A pesar de las múltiples jornadas que durante los últimos años han mostrado un ambiente irrespirable para el Gobierno en el Congreso de los Diputados, pocas veces se ha evidenciado —y en una cuestión tan delicada como la de Ceuta— la soledad del jefe del Ejecutivo como en la última jornada vivida en la Cámara baja.
El Congreso se convirtió durante unas horas en un terreno de juego ajeno, hostil, para el Ejecutivo. Y los socios parlamentarios marcaron más distancia que nunca con las posiciones de La Moncloa.
Oportunidad perdida
Con un ligero cambio de guion, Sánchez —que comparecía por primera vez tras la entrada masiva de migrantes en Ceuta a finales de julio— asumió públicamente que Rabat tiene muchas respuestas pendientes sobre lo sucedido esos días, pero evitó la crítica directa que sí mostraron los grupos parlamentarios, y con dureza.
El Gobierno apostó públicamente por “una cooperación” que “tiene que ser diferente” con Marruecos. Sánchez concluyó que “lo sucedido estos días tendrá consecuencias”, pero no concretó cuáles. Para sus socios, la comparecencia de ayer fue una oportunidad “perdida” que tendrá además consecuencias para lo que resta de una legislatura que se movía ya en los márgenes de la Realpolitik, la política basada en intereses prácticos y pragmáticos.
El incierto rumbo del último curso político
En una ronda de valoraciones realizada por ‘ElConstitucional.es’ con diputados de los distintos grupos parlamentarios que sustentan al Gobierno, todos coinciden, de una forma u otra, en que la legislatura ha quedado “noqueada” por la incapacidad de gestión del Ejecutivo ante esta crisis.

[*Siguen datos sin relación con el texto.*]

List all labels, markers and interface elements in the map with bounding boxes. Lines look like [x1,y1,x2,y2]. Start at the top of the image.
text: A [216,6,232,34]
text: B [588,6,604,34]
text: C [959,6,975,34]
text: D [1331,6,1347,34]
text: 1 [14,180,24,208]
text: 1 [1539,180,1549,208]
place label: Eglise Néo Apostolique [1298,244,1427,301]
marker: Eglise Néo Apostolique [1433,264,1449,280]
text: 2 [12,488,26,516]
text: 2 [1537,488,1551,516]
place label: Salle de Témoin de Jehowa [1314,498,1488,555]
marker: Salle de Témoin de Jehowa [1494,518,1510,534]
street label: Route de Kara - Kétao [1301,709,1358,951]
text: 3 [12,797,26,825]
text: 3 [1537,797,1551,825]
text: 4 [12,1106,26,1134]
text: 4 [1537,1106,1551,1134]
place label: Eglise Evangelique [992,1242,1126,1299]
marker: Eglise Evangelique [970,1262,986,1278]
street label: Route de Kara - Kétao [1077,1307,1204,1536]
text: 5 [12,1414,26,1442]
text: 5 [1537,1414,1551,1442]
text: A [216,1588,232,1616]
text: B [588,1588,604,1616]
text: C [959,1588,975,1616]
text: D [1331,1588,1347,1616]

Socios como EH Bildu, PNV o Junts, que consideran que Sánchez “no ha estado a la altura”, esperaban contar con algo de margen político antes del carrusel electoral para avanzar en sus propias agendas. Ahora temen que los próximos meses queden vacíos de contenido y sin “demasiadas oportunidades”.
Los Presupuestos Generales del Estado, que pretendían ser la última baza política del Gobierno, han quedado orillados. Lo mismo le ocurre al decreto con medidas para la crisis de la vivienda, que aspiraba a ser el elemento con el que recuperar la agenda, y a la reunión entre Sánchez y el lehendakari Imanol Pradales, pendiente para septiembre y llamada a reconducir la relación con un socio como el PNV. Son asuntos cruciales para retener el apoyo de unos socios que muestran cada vez más distancia ante la falta de avances sustanciales en las cosas del comer.